● Requirement: Give only the number of lines in the records below that contain the word "Unplugged".
+++
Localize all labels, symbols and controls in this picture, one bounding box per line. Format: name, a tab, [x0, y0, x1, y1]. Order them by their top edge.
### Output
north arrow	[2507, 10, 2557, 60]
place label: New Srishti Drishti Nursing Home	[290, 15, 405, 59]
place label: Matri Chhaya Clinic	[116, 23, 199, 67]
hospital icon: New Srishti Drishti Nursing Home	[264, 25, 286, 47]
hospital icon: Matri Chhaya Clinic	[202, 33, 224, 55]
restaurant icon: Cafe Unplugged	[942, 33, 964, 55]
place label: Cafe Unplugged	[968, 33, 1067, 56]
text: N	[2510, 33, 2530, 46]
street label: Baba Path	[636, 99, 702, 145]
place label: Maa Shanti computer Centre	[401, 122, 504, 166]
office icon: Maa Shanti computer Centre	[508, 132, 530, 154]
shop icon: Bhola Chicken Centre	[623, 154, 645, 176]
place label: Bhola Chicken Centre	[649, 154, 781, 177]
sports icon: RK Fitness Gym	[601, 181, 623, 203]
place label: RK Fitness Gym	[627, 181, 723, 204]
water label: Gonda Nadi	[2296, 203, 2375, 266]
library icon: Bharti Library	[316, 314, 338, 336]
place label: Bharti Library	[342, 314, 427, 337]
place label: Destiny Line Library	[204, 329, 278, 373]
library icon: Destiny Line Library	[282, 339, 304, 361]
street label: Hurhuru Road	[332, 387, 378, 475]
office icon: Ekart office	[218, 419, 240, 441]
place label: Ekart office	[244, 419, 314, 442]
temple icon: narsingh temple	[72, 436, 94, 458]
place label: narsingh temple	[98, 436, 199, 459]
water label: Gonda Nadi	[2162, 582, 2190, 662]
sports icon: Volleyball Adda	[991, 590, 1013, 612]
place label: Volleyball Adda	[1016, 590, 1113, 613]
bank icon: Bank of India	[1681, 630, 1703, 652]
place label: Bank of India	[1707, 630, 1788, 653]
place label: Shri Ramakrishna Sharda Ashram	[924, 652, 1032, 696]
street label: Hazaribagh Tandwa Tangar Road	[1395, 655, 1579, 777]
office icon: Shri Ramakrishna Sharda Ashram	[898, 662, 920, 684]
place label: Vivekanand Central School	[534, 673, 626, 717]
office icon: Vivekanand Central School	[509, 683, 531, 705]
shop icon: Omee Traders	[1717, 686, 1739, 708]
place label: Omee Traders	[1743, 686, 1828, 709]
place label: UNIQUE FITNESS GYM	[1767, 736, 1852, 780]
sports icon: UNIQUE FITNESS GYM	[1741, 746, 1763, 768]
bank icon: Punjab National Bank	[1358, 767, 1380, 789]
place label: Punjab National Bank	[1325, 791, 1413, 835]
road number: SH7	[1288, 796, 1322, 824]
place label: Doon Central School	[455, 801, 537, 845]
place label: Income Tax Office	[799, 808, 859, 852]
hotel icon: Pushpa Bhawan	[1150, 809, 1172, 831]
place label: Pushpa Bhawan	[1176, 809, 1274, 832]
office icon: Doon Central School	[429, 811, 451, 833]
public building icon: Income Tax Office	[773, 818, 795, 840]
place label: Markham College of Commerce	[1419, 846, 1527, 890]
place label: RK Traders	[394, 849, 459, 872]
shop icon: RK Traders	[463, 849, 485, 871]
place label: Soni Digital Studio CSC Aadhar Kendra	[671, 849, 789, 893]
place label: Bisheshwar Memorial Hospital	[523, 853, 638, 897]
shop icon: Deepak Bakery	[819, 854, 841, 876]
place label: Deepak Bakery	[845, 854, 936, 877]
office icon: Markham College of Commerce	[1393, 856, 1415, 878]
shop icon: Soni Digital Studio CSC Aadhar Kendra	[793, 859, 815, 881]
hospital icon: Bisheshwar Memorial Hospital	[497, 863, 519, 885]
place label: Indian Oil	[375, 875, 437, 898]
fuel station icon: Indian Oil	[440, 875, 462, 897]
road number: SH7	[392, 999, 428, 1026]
+++
● Solution for this problem: 2